WHAT TO WORK ON
An exact copy of all the data, minus the images, is required.

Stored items
------------------------------------------------------------
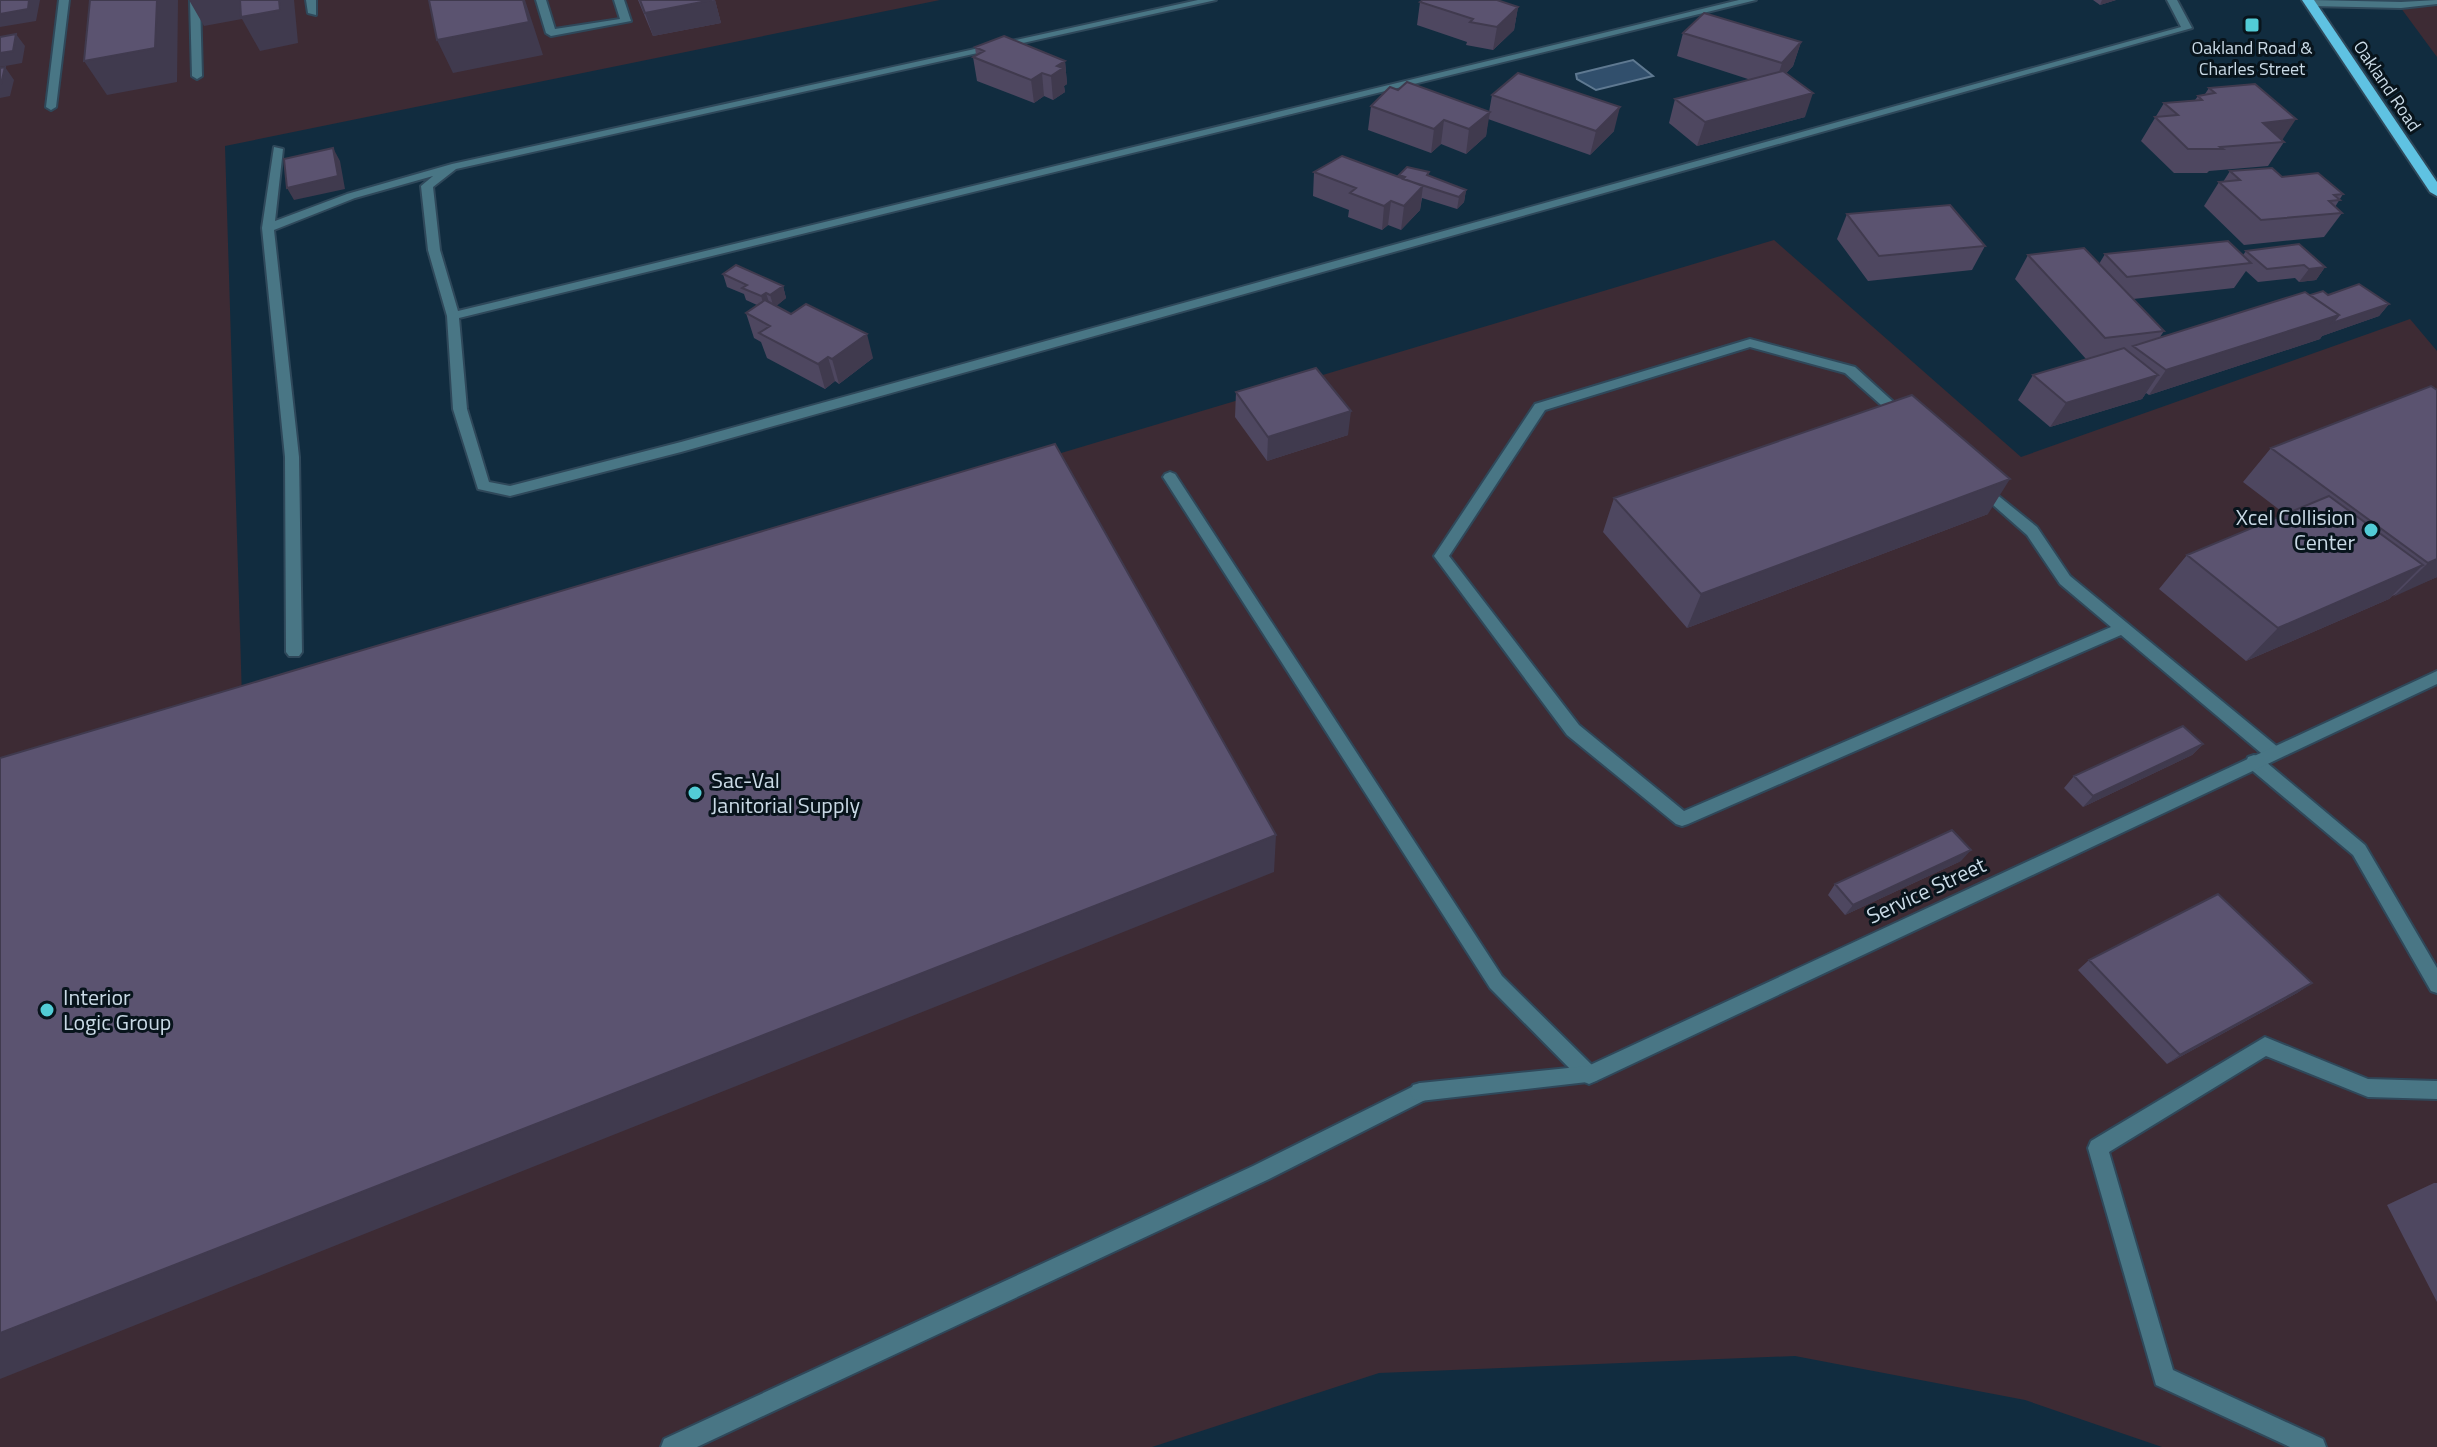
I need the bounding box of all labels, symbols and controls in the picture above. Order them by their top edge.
marker: Oakland Road & Charles Street [2243,16,2261,34]
place label: Oakland Road & Charles Street [2191,34,2313,82]
street label: Oakland Road [2347,35,2428,137]
place label: Xcel Collision Center [2236,500,2355,559]
marker: Xcel Collision Center [2362,521,2380,539]
place label: Sac-Val Janitorial Supply [711,763,861,822]
marker: Sac-Val Janitorial Supply [686,784,704,802]
street label: Service Street [1861,847,1992,932]
place label: Interior Logic Group [63,980,171,1039]
marker: Interior Logic Group [38,1001,56,1019]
------------------------------------------------------------
SOLUTION TO THIS PROBLEM
I need the bounding box of all labels, symbols and controls in the picture above. Order them by their top edge.
marker: Oakland Road & Charles Street [2243,16,2261,34]
place label: Oakland Road & Charles Street [2191,34,2313,82]
street label: Oakland Road [2347,35,2428,137]
place label: Xcel Collision Center [2236,500,2355,559]
marker: Xcel Collision Center [2362,521,2380,539]
place label: Sac-Val Janitorial Supply [711,763,861,822]
marker: Sac-Val Janitorial Supply [686,784,704,802]
street label: Service Street [1861,847,1992,932]
place label: Interior Logic Group [63,980,171,1039]
marker: Interior Logic Group [38,1001,56,1019]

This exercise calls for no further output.